* LISTED RECORDS
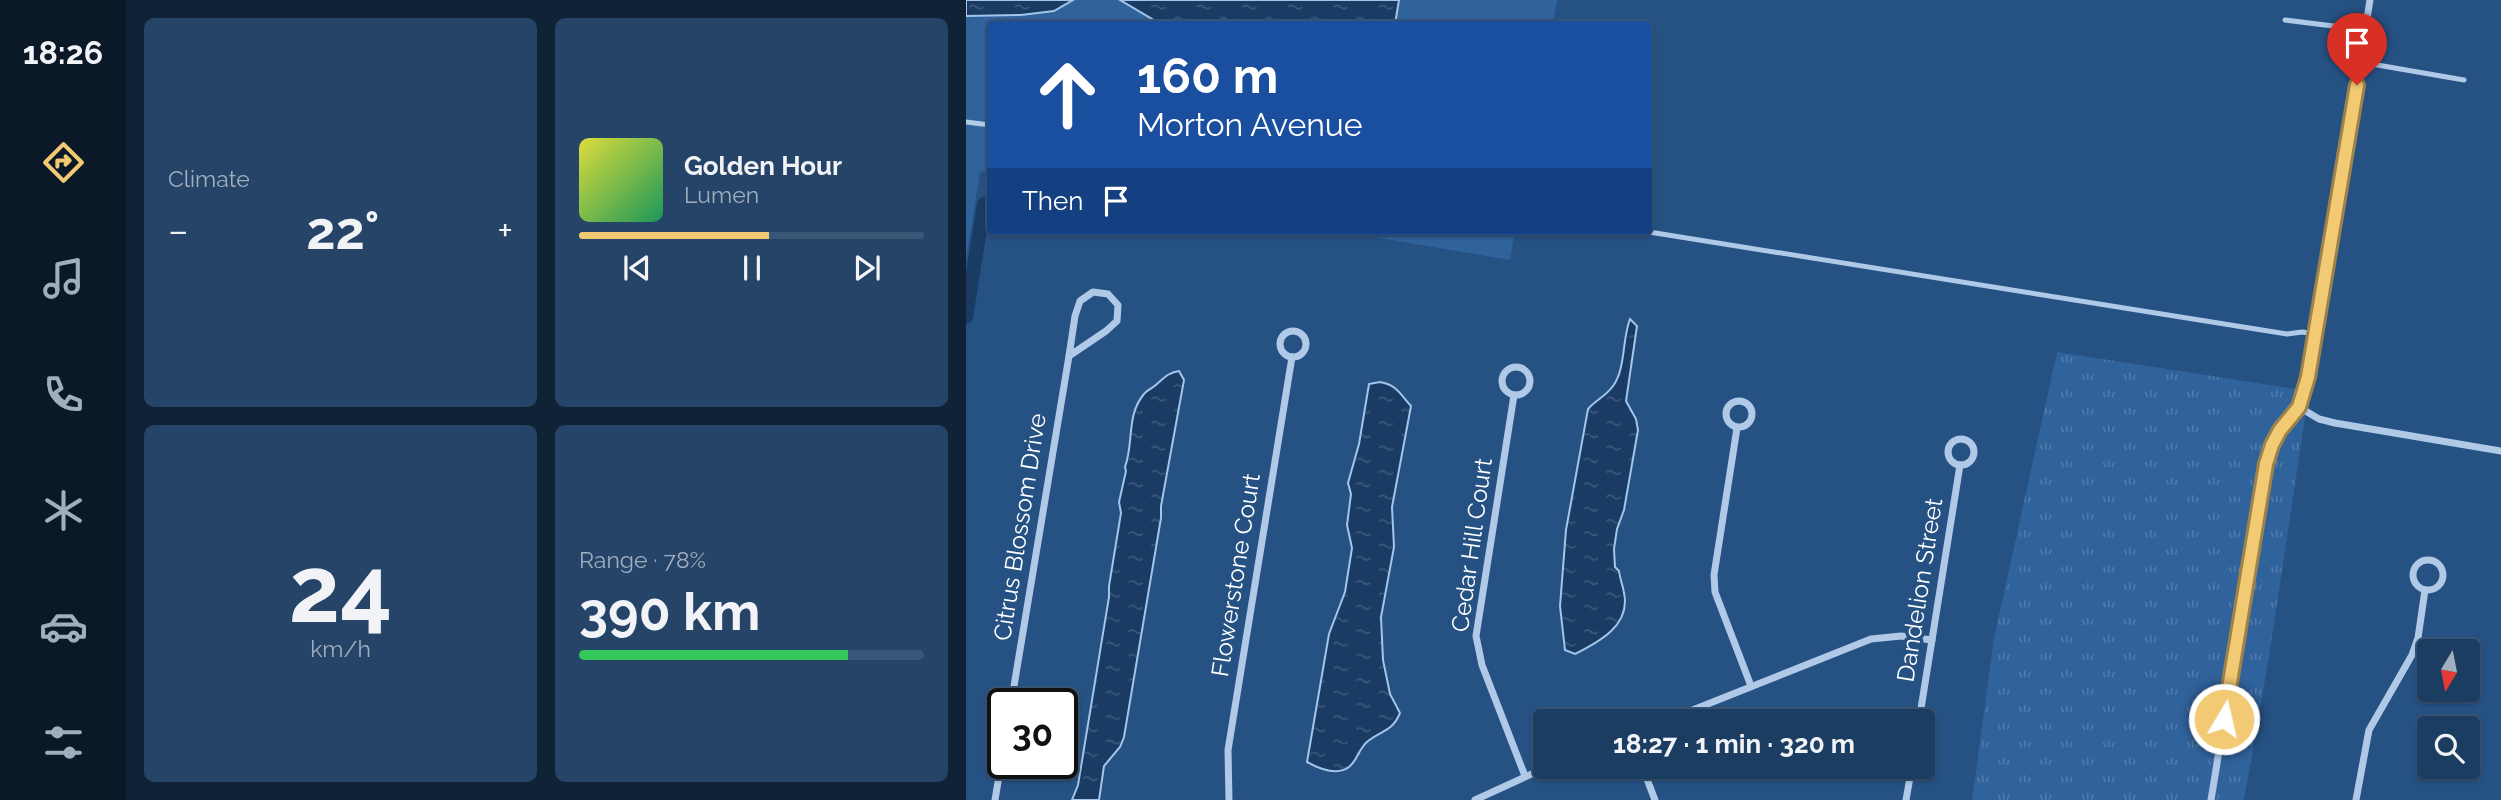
<!DOCTYPE html>
<html lang="en">
<head>
<meta charset="utf-8">
<style>
	body { margin:0; font-family:Raleway,sans-serif; background:#254468; color:#f1f3f6; height:100vh; display:flex; flex-direction:column; font-size:26px; white-space:nowrap }
	* { box-sizing:border-box; margin:0 }
	p { font-size:23px; color:#a0aebe }
	.icon { flex:none; width:38px; height:38px; fill:none; stroke:currentColor; stroke-width:2; stroke-linecap:round; stroke-linejoin:round }
	.map { position:relative; flex:1; overflow:hidden }
	.panel { display:flex; flex-direction:column; gap:18px; padding:18px; background:#0f2236; width:840px }
	.panel>* { flex:none }
	.guide { position:absolute; left:21px; top:21px; width:665px; height:214px; border-radius:7px; box-shadow:0 2px 5px #0004,0 0 0 2px #3a5677; background:#1a4fa0; color:#fff; overflow:hidden }
	.needle { width:46px; rotate:190deg }
	.controls { position:absolute; left:1451px; top:639px; display:grid; gap:14px }
	.controls a { display:grid; place-items:center; width:63px; height:63px; border-radius:7px; background:#1c3d62; box-shadow:0 2px 5px #0004,0 0 0 2px #3a5677; font-size:35px }
	.speed { position:absolute; left:21px; top:688px; display:flex; gap:14px; font-size:35px; font-weight:700; text-align:center }
	.speed>* { display:grid; place-content:center; width:91px; height:91px; border-radius:50%; background:#1c3d62; box-shadow:0 2px 5px #0004,0 0 0 2px #3a5677; line-height:1 }
	.speed .limit { border:4px solid #111; border-radius:10px; background:#fff; color:#111 }
	.pin { position:absolute; display:grid; place-items:center; width:60px; height:60px; color:#fff; margin:-72px -30px; border-radius:50% 50% 50% 0; rotate:-45deg; box-shadow:0 0 7px #0007 }
	.pin .icon { rotate:45deg }
	.me { position:absolute; width:77px; margin:-38px; rotate:9deg; stroke-linejoin:round; filter:drop-shadow(0 0 5px #0008) }
	.turn { display:flex; align-items:center; gap:24px; height:147px; padding:0 35px; font-size:32px }
	.turn .icon { width:91px; height:91px; stroke-width:2.5 }
	.turn b { display:block; font-size:49px; line-height:60px }
	.then { display:flex; align-items:center; height:66px; padding:0 35px; background:#0003; gap:14px; font-size:26px }
	.big { font-size:52px; font-weight:700; line-height:1.1 }
	.panel .widget { flex:1; display:flex; flex-direction:column; justify-content:center; gap:10px; min-width:0; padding:0 24px; border-radius:10px; background:#254468 }
	.panel .dial { align-items:center; gap:0 }
	.dial b { font-size:91px; line-height:1 }
	.song { display:flex; align-items:center; gap:21px }
	.cover { width:84px; height:84px; border-radius:10px; background:linear-gradient(135deg,hsl(60 70% 55%),hsl(150 70% 35%)) }
	.played { height:7px; border-radius:4px; background:linear-gradient(90deg,#f1ca73 55%,#3a5677 55%) }
	.keys { display:flex; justify-content:space-around; direction:ltr }
	.heat { display:flex; justify-content:space-between; align-items:center; font-size:38px; direction:ltr }
	.charge { height:10px; border-radius:5px; background:linear-gradient(90deg,#34c759 78%,#3a5677 0) }
	.panel .tiles { flex:1; display:grid; gap:18px; grid-template-columns:repeat(2,1fr) }
	.trip { position:absolute; left:567px; top:709px; width:402px; height:70px; border-radius:7px; background:#1c3d62; box-shadow:0 2px 5px #0004,0 0 0 2px #3a5677; font-weight:700; line-height:70px; text-align:center }
	main { display:flex; flex:1; min-height:0 }
	.dock { display:flex; flex-direction:column; width:126px; justify-content:space-around; align-items:center; background:#0b1827; color:#a0aebe }
	.dock .icon { width:49px; height:49px }
	.dock .current { color:#f1ca73 }
	.dock b { font-size:32px; color:#f1f3f6 }
	.map>svg:first-child { display:block }
	.grass { fill:#30629b }
	.park { fill:url(#park-tufts) }
	.water { fill:url(#water-ripples); stroke:#a3c5e8; stroke-width:2 }
	.lines { fill:none; stroke-linecap:round; stroke-linejoin:round }
	.canal { stroke:#1a3b64; stroke-width:14 }
	.lane { stroke:#afc9e7; stroke-width:5 }
	.street { stroke:#afc9e7; stroke-width:7 }
	.route-casing { stroke:#9d834b; stroke-width:18 }
	.route { stroke:#f1ca73; stroke-width:12 }
	.labels { text-anchor:middle; stroke-width:7; stroke-linejoin:round; paint-order:stroke }
	.street-label { font-size:24px; fill:#fff; stroke:#255183 }
</style>
</head>
<body>
<main>
<nav class="dock">
<b>18:26</b>
<svg class="icon current" aria-label="directions" viewBox="0 0 24 24"><path d="M12 3l9 9-9 9-9-9zM9 14v-3h6M13 9l2 2-2 2"/></svg>
<svg class="icon" aria-label="music" viewBox="0 0 24 24"><path d="M9 18V5l10-2v13"/><circle cx="6" cy="18" r="3"/><circle cx="16" cy="16" r="3"/></svg>
<svg class="icon" aria-label="phone" viewBox="0 0 24 24"><path d="M5 4h4l2 5-3 2q2 4 5 5l2-3 5 2v4C11 20 4 13 5 4z"/></svg>
<svg class="icon" aria-label="climate" viewBox="0 0 24 24"><path d="M12 3v18M4 7l16 10M4 17L20 7"/></svg>
<svg class="icon" aria-label="car" viewBox="0 0 24 24"><path d="M5 17H2v-5l4-1 3-4h7l3 4 3 1v5h-3M9 17h6M6 11h13"/><circle cx="7" cy="17" r="2"/><circle cx="17" cy="17" r="2"/></svg>
<svg class="icon" aria-label="filters" viewBox="0 0 24 24"><path d="M4 7h16M4 17h16"/><circle cx="9" cy="7" r="2"/><circle cx="15" cy="17" r="2"/></svg>
</nav>
<section class="panel">
<div class="tiles">
<div class="widget"><p>Climate</p>
<div class="heat"><a>−</a><b class="big">22°</b><a>+</a></div>
</div>
<div class="widget">
<div class="song"><i class="cover"></i><div><b>Golden Hour</b><p>Lumen</p></div></div>
<div class="played"></div>
<div class="keys"><svg class="icon" aria-label="previous" viewBox="0 0 24 24"><path d="M18 5L8 12l10 7zM5 5v14"/></svg><svg class="icon" aria-label="pause" viewBox="0 0 24 24"><path d="M8 5v14M16 5v14"/></svg><svg class="icon" aria-label="next" viewBox="0 0 24 24"><path d="M6 5l10 7-10 7zM19 5v14"/></svg></div>
</div>
<div class="widget dial"><b>24</b><p>km/h</p></div>
<div class="widget"><p>Range · 78%</p><b class="big">390 km</b><div class="charge"></div></div>
</div>
</section>
<div class="map">
<svg width="1535" height="800" viewBox="0 0 1535 800">
	<defs>
		<pattern id="park-tufts" width="24" height="20" patternUnits="userSpaceOnUse" patternTransform="scale(1.75)"><rect width="24" height="20" fill="#30629b"/><path d="M3 7l-1-3M5 7V3M7 7l1-3M15 17l-1-3M17 17v-4M19 17l1-3" fill="none" stroke="#4f7aaa"/></pattern>
		<pattern id="water-ripples" width="26" height="14" patternUnits="userSpaceOnUse" patternTransform="scale(1.75)"><rect width="26" height="14" fill="#1a3b64"/><path d="M2 4q2-2 4 0t4 0M15 11q2-2 4 0t4 0" fill="none" stroke="#3c587b"/></pattern>
	</defs>
	<rect width="100%" height="100%" fill="#255183"/>
	<g class="grass">
		<path d="M 107,0 L 154,0 L 192,23 L 201,24 L 24,24 L 24,173 L 14,171 L 0,261 L 0,16 L 55,15 L 88,11 Z"/>
		<path d="M 433,0 L 591,0 L 587,24 L 429,24 Z"/>
		<path d="M 372,231 L 549,231 L 544,260 Z"/>
	</g>
	<path class="park" d="M 1091,352 L 1343,391 L 1303,657 L 1278,800 L 1006,800 L 1028,638 Z"/>
	<g class="water">
		<path d="M 0,0 L 107,0 L 88,11 L 55,15 L 0,16 Z"/>
		<path d="M 154,0 L 433,0 L 429,24 L 201,24 L 193,23 Z"/>
		<path d="M 664,319 L 671,326 L 660,401 L 670,419 L 672,430 L 658,510 L 651,529 L 648,549 L 649,567 L 653,571 C 654,580 657,585 658,593 C 665,625 633,642 609,654 L 599,650 L 594,606 L 600,530 L 622,409 C 630,400 640,396 647,386 C 660,368 656,339 664,319 Z"/>
		<path d="M 213,371 L 218,380 L 195,506 L 195,518 L 158,737 L 154,747 L 138,766 L 133,800 L 106,800 L 112,785 L 143,597 L 143,586 L 155,513 L 153,502 L 160,471 L 159,467 C 168,443 160,415 178,394 C 181,390 187,388 191,384 C 199,377 202,373 213,371 Z"/>
		<path d="M 414,382 C 431,385 434,394 445,406 L 426,507 L 428,547 L 415,617 L 417,660 L 424,694 L 434,713 C 426,732 416,730 402,741 C 393,748 391,761 383,767 C 371,776 352,768 341,762 L 363,634 L 379,592 L 386,548 L 381,525 L 385,494 L 382,483 L 393,444 L 403,384 Z"/>
	</g>
	<g class="lines">
		<path class="canal" d="M 0,317 L 18,204"/>
		<g class="lane">
			<path d="M 1319,20 L 1399,30"/>
			<path d="M 1394,62 L 1498,80"/>
			<path d="M 0,122 L 24,125"/>
			<path d="M 677,231 L 1321,334 L 1336,332 L 1350,334"/>
		</g>
		<g class="street">
			<path d="M 127,292 L 142,294 L 152,305 L 151,321 L 140,331 L 103,356 L 109,316 L 114,301 Z"/>
			<circle cx="327" cy="344" r="13"/>
			<circle cx="550" cy="381" r="14"/>
			<path d="M 548,395 L 510,636 L 516,665 L 559,776"/>
			<circle cx="773" cy="414" r="13"/>
			<path d="M 1333,407 L 1353,419 L 1369,423 L 1535,451"/>
			<path d="M 771,428 L 748,575 L 749,592 L 785,686"/>
			<circle cx="995" cy="452" r="13"/>
			<circle cx="1462" cy="575" r="15"/>
			<path d="M 45,704 L 103,356"/>
			<path d="M 699,721 L 905,639 L 935,636 L 966,640"/>
			<path d="M 953,721 L 994,465"/>
			<path d="M 676,766 L 689,800"/>
			<path d="M 29,800 L 37,752"/>
			<path d="M 263,800 L 262,750 L 326,357"/>
			<path d="M 509,800 L 583,766"/>
			<path d="M 940,800 L 946,766"/>
			<path d="M 1245,800 L 1300,464 L 1306,445 L 1314,430 L 1333,407 L 1346,362 L 1404,0"/>
			<path d="M 1390,800 L 1403,730 L 1446,655 L 1452,638 L 1459,590"/>
		</g>
	</g>
	<g class="lines">
		<defs>
			<path id="route" d="M 1258,719 L 1300,464 L 1306,445 L 1314,430 L 1333,407 L 1342,377 L 1391,85"/>
		</defs>
		<use href="#route" class="route-casing"/>
		<use href="#route" class="route"/>
	</g>
	<g class="labels">
		<g class="street-label">
			<text transform="translate(54 527) rotate(-81)" y="8">Citrus Blossom Drive</text>
			<text transform="translate(506 545) rotate(-82)" y="8">Cedar Hill Court</text>
			<text transform="translate(270 575) rotate(-81)" y="8">Flowerstone Court</text>
			<text transform="translate(954 590) rotate(-81)" y="8">Dandelion Street</text>
		</g>
	</g>
</svg>
<div class="controls">
<a><svg class="needle" viewBox="-14 -14 28 28"><path d="M0-13l5 13h-10z" fill="#e53935"/><path d="M0 13l5-13h-10z" fill="#a0aebe"/></svg></a>
<a><svg class="icon" aria-label="search" viewBox="0 0 24 24"><circle cx="10" cy="10" r="6"/><path d="M15 15l6 6"/></svg></a>
</div>
<div class="speed"><div class="limit">30</div></div>
<div class="pin" style="left:1391px;top:85px;background:#d93025"><svg class="icon" aria-label="arrive" viewBox="0 0 24 24"><path d="M6 21V4h12l-3 4 3 4H6"/></svg></div>
<svg class="me" style="left:1258px;top:719px" viewBox="-20 -20 40 40"><circle r="17" fill="#f1ca73" stroke="#fff" stroke-width="3"/><path d="M0-11L8 9 0 5-8 9z" fill="#fff"/></svg>
<div class="trip">18:27 · 1 min · 320 m</div>
<div class="guide">
<div class="turn"><svg class="icon" aria-label="ahead" viewBox="0 0 24 24"><path d="M12 20V5M6 11l6-6 6 6"/></svg><div><b>160 m</b>Morton Avenue</div></div>
<div class="then">Then<svg class="icon" aria-label="arrive" viewBox="0 0 24 24"><path d="M6 21V4h12l-3 4 3 4H6"/></svg></div>
</div>
</div>
</main>
</body>
</html>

* TASK INSTRUCTIONS
Retype only the stretch of lines above starting at the one with "font-size:52px; font-weight:700; line-height:1.1" and stopping at the one with "display:flex; flex:1; min-height:0", exactly as written, with both kept.

* YOUR SOLUTION
	.big { font-size:52px; font-weight:700; line-height:1.1 }
	.panel .widget { flex:1; display:flex; flex-direction:column; justify-content:center; gap:10px; min-width:0; padding:0 24px; border-radius:10px; background:#254468 }
	.panel .dial { align-items:center; gap:0 }
	.dial b { font-size:91px; line-height:1 }
	.song { display:flex; align-items:center; gap:21px }
	.cover { width:84px; height:84px; border-radius:10px; background:linear-gradient(135deg,hsl(60 70% 55%),hsl(150 70% 35%)) }
	.played { height:7px; border-radius:4px; background:linear-gradient(90deg,#f1ca73 55%,#3a5677 55%) }
	.keys { display:flex; justify-content:space-around; direction:ltr }
	.heat { display:flex; justify-content:space-between; align-items:center; font-size:38px; direction:ltr }
	.charge { height:10px; border-radius:5px; background:linear-gradient(90deg,#34c759 78%,#3a5677 0) }
	.panel .tiles { flex:1; display:grid; gap:18px; grid-template-columns:repeat(2,1fr) }
	.trip { position:absolute; left:567px; top:709px; width:402px; height:70px; border-radius:7px; background:#1c3d62; box-shadow:0 2px 5px #0004,0 0 0 2px #3a5677; font-weight:700; line-height:70px; text-align:center }
	main { display:flex; flex:1; min-height:0 }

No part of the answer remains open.